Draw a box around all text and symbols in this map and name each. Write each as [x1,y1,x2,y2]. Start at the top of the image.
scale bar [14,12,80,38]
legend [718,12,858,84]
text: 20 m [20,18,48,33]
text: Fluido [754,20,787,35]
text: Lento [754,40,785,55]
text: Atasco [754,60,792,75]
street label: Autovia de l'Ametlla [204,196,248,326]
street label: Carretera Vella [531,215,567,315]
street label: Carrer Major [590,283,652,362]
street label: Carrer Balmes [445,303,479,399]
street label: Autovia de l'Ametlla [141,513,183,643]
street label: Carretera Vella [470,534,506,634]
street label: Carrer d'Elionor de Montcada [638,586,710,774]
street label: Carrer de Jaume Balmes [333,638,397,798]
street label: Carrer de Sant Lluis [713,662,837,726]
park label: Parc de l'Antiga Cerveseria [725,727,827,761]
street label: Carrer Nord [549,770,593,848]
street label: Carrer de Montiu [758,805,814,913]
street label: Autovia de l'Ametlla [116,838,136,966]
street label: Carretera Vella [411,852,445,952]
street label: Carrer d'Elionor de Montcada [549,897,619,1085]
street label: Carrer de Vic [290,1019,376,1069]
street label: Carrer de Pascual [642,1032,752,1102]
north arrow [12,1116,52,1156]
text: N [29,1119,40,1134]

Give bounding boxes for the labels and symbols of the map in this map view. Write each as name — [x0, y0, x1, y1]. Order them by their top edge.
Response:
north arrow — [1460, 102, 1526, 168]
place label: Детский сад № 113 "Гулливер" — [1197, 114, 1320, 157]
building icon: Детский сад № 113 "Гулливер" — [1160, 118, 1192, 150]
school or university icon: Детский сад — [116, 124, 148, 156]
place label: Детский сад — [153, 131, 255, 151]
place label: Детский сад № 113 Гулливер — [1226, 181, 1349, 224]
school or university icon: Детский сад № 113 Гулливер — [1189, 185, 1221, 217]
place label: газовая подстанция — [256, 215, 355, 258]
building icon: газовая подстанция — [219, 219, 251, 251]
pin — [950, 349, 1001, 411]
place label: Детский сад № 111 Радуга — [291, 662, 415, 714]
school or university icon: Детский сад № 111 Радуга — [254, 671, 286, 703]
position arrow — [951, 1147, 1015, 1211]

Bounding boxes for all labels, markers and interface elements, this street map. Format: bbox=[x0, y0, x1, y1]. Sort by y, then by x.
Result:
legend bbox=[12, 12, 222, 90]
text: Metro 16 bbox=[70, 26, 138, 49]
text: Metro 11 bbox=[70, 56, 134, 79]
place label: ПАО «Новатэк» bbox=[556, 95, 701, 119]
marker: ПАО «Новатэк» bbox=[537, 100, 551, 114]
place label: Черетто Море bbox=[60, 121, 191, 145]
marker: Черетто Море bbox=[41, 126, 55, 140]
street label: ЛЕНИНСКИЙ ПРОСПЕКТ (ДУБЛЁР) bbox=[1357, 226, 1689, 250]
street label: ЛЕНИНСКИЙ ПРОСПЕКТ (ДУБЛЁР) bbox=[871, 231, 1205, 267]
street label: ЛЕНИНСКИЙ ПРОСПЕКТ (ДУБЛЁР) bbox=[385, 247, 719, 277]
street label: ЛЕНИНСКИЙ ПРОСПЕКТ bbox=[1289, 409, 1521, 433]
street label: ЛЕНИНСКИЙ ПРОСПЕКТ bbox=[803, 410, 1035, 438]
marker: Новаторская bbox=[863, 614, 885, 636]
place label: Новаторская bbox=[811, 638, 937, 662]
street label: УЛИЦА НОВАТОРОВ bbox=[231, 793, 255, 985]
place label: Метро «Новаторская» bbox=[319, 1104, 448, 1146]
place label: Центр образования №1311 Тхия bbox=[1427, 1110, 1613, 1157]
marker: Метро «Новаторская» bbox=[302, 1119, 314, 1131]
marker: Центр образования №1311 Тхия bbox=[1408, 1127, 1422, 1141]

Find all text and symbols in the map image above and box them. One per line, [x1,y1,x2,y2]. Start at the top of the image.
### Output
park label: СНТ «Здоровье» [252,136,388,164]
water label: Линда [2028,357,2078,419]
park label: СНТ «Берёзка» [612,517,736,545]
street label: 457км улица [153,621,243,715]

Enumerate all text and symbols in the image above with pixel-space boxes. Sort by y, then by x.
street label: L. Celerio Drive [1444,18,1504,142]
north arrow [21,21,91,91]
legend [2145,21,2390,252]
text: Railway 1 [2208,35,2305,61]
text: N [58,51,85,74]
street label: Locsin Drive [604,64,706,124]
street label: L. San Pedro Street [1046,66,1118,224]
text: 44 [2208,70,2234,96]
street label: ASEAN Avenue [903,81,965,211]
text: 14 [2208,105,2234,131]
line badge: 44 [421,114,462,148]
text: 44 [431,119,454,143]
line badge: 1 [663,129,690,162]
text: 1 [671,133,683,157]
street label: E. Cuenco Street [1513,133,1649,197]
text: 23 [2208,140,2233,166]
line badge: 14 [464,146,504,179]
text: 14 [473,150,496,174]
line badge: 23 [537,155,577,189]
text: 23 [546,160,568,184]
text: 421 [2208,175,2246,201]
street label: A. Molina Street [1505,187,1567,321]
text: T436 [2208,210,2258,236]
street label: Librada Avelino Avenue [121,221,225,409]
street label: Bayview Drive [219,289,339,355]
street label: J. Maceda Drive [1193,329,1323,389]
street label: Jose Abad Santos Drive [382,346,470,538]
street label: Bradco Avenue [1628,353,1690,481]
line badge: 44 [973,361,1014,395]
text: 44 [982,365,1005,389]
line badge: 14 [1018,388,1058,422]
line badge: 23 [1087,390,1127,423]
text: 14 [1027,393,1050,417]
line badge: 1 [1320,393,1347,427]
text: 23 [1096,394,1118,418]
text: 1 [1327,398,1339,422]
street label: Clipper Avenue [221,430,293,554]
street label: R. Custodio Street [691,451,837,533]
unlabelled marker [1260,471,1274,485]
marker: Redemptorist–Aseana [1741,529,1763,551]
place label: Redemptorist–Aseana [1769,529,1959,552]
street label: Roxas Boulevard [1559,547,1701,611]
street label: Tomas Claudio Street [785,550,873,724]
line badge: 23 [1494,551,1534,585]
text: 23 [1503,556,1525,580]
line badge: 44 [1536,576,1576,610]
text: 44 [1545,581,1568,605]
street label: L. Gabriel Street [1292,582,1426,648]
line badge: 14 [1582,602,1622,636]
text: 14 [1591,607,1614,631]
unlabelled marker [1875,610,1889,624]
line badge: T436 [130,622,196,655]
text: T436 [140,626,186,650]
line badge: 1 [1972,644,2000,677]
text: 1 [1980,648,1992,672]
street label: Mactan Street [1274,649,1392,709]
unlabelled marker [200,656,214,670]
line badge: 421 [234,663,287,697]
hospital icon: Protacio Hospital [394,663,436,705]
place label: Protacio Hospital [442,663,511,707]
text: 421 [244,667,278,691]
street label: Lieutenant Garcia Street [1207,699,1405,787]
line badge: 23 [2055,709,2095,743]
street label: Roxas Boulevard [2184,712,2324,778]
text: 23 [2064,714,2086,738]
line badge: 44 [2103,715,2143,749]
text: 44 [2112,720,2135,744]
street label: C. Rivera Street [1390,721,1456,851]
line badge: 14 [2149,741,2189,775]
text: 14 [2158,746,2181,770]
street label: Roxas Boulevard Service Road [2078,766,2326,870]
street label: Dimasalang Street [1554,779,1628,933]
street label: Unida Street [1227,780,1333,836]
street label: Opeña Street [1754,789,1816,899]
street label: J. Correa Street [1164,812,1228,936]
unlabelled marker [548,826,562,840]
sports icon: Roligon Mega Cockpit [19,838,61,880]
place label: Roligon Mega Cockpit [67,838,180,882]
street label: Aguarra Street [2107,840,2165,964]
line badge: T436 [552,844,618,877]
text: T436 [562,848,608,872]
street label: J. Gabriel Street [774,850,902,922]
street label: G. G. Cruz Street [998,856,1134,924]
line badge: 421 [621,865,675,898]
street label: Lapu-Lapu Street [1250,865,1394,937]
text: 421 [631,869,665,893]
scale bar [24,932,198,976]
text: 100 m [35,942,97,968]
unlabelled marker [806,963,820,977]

• • •

All lines with the word "Новатэк" are needed; pull them from the entries and copy each.

place label: ПАО «Новатэк» bbox=[556, 95, 701, 119]
marker: ПАО «Новатэк» bbox=[537, 100, 551, 114]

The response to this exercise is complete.